Wenn im Bett nichts läuft ... | ... liegt das möglicherweise nicht nur an Twitter, sondern auch an der Pille: Viele Frauen verlieren durch die Hormontherapie die Lust auf Sex.

Auch der Verlust der Libido fällt meist unter den Tisch. Manche Frauen verhüten mit der Pille auf eine zweite Weise – indem sie einfach keinen Sex mehr haben. Ihnen ist die Lust vergangen. In folgender Studie funktionierte das aber auch andersherum: Stripteasetänzerinnen, die die Pille nahmen, verdienten täglich etwa gleich viel Trinkgeld, während ihre Kolleginnen mit natürlichem Zyklus zu ihrem Eisprung mehr verdienten. Macht die Pille also weniger attraktiv für das andere Geschlecht? Zumindest macht der Eisprung attraktiver, weil er den Geruch der Frau verändert. Leider gibt es insgesamt sehr wenig Forschung zu dem Thema, obwohl es einen der wichtigsten Bereiche des menschlichen Daseins einnimmt: Partnersuche, Intimität und Familiengründung.

Fehler passieren leicht

Trotz all dieser Nebenwirkungen gelten hormonelle Verhütungsmittel zumindest als sehr sicher – so bislang zumindest die vorherrschende Meinung. Insofern sie richtig angewendet werden. Fehler können aber jederzeit passieren. Den allermeisten Anwendern wird es logisch erscheinen, dass die Pille nicht wirksam ist, wenn sie nach der Einnahme gleich wieder erbrochen wird. Aber auch Durchfall kann zu einer schlechten Aufnahme der Hormone führen. Dies gilt natürlich nur für orale Kontrazeptiva. Doch lokale hormonelle Verhütungsmittel (Verhütungsring) oder Implantate und Pflaster können, wie die oralen Kontrazeptiva, gleichfalls Wechselwirkungen haben: Antibiotika, Antiepileptika und das harmlos anmutende Johanniskraut können die Wirkung der Pille stören. Auch Lebenssituationen, die starken Stress verursachen, können die künstlichen Hormone unwirksam machen.

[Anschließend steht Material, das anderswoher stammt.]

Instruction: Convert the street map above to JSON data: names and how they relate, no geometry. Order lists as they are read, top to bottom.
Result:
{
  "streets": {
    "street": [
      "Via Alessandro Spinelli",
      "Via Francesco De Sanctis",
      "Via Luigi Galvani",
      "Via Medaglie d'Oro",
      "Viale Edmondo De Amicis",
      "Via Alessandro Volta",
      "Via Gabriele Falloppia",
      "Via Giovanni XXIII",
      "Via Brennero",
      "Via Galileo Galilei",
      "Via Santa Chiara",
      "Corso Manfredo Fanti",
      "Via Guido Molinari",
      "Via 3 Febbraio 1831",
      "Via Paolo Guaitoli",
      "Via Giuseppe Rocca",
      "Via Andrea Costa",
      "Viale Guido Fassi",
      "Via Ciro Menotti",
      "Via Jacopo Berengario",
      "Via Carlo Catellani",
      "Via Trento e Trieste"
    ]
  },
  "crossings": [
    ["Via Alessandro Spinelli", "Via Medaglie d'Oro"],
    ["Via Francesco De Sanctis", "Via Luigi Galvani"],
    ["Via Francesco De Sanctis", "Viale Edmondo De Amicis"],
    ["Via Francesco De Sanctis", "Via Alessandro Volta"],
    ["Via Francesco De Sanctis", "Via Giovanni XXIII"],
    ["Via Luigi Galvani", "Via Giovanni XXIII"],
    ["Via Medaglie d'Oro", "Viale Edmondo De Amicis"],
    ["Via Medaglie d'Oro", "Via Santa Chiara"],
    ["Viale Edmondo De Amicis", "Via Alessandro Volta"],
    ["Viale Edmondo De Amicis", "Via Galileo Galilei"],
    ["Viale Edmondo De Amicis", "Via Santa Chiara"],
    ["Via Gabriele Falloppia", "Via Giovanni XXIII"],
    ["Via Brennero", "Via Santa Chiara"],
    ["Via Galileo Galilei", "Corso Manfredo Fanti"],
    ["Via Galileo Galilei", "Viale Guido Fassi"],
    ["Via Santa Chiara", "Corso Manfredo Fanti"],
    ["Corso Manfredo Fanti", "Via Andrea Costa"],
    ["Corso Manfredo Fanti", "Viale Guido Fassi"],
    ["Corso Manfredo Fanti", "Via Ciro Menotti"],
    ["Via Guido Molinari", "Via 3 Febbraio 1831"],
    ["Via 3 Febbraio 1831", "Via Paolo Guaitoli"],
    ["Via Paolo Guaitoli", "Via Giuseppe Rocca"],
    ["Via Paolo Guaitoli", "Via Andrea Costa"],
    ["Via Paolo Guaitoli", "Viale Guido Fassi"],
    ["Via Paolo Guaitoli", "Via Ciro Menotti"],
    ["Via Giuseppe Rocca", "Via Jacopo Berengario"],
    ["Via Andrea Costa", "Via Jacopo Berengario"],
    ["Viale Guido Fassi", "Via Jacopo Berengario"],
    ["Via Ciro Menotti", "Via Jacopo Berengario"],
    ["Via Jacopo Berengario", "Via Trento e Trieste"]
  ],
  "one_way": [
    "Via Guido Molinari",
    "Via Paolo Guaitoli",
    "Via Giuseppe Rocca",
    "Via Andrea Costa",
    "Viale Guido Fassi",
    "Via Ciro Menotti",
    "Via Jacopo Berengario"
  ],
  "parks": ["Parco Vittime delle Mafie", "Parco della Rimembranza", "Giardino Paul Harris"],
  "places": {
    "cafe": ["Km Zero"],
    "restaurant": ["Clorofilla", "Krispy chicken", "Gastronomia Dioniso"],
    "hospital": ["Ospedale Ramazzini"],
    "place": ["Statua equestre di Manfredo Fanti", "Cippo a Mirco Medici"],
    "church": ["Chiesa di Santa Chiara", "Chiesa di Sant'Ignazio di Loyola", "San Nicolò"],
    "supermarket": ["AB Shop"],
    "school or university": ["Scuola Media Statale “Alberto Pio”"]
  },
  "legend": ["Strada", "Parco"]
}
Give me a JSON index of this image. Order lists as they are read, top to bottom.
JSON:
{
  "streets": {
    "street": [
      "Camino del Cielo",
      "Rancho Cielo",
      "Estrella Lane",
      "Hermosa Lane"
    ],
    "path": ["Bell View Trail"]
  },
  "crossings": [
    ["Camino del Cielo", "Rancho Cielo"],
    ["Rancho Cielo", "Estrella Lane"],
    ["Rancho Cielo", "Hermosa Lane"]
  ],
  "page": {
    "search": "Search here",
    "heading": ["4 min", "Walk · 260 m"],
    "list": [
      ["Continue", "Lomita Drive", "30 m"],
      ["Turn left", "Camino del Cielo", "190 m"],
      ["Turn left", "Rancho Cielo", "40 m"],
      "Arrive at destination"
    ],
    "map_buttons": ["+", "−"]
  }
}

Es ist also, vor allem für unaufgeklärte Patientinnen, relativ einfach, die Pille falsch anzuwenden. Eventuell ist deswegen die Rate ungewollter Schwangerschaften bei jungen Frauen, die meistens die Pille nehmen, 83 Prozent höher als bei älteren Frauen, die öfter mit der Spirale verhüten.

Dies sind Themen, über die man dringend diskutieren sollte. Hormonelle Verhütung, besonders per Pille, scheint mir persönlich nicht mehr zeitgemäß zu sein. In meinem Umkreis haben immer mehr Frauen zu anderen Methoden gewechselt. So werden mittlerweile auch jüngeren Frauen, die noch keine Kinder geboren haben, Kupfer- und Goldspiralen oder -ketten, eingesetzt. Andere besinnen sich auf die natürliche Verhütung per symptothermaler Methode. Wieder andere greifen einfach erneut zum Kondom. Schließlich kann Man(n) sich ja auch mal drum kümmern.